Ma Walfred, Chaisson Mark
bioRxiv. 2025 Apr 13:2024.08.11.607269. doi: 10.1101/2024.08.11.607269.
Copy number variant (CNV) genes are important in evolution and disease, yet sequence variation in CNV genes remains a blind spot in large-scale studies. We present ctyper, a method that leverages pangenomes to produce allele-specific copy numbers with locally phased variants from next-generation sequencing (NGS) reads. Benchmarking on 3,351 CNV genes, including HLA, SMN, and CYP2D6, and 212 challenging medically relevant (CMR) genes that are poorly mapped by NGS, ctyper captures 96.5% of phased variants with ≥99.1% correctness of copy number on CNV genes and 94.8% of phased variants on CMR genes. Applying alignment-free algorithms, ctyper requires 1.5 hours per genome on a single CPU. The results improve prediction of gene expression compared to known expression quantitative trait loci (eQTL) variants. Allele-specific expression quantified divergent expression on 7.94% of paralogs and tissue-specific biases on 4.68% of paralogs. We found reduced expression of SMN-2 due to SMN1 conversion, potentially affecting spinal muscular atrophy, and increased expression of translocated duplications of AMY2B. Overall, ctyper enables biobank-scale genotyping of CNV and CMR genes.

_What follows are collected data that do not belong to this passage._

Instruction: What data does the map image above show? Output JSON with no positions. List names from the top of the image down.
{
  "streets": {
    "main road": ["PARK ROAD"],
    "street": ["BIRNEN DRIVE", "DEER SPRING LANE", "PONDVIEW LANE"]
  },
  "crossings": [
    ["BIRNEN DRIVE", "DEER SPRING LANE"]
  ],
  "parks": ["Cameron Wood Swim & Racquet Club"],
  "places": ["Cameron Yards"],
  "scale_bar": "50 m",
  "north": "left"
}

拷贝数变异(CNV)基因在进化和疾病中具有重要意义,然而在大规模研究中,CNV基因的序列变异仍然是一个盲点。我们提出了ctyper方法,该方法利用泛基因组,通过下一代测序(NGS)读取的局部定相变异来生成等位基因特异性拷贝数。在3351个CNV基因(包括HLA、SMN和CYP2D6)以及212个NGS定位不佳的具有医学相关性的挑战性基因(CMR)上进行基准测试,ctyper在CNV基因上捕获了96.5%的定相变异,拷贝数正确性≥99.1%,在CMR基因上捕获了94.8%的定相变异。应用无比对算法,ctyper在单个CPU上每个基因组需要1.5小时。与已知的表达数量性状位点(eQTL)变异相比,该结果改善了基因表达的预测。等位基因特异性表达量化了7.94%的旁系同源基因的差异表达和4.68%的旁系同源基因的组织特异性偏差。我们发现由于SMN1转换导致SMN-2表达降低,这可能影响脊髓性肌萎缩症,并且AMY2B易位重复的表达增加。总体而言,ctyper能够对CNV和CMR基因进行生物样本库规模的基因分型。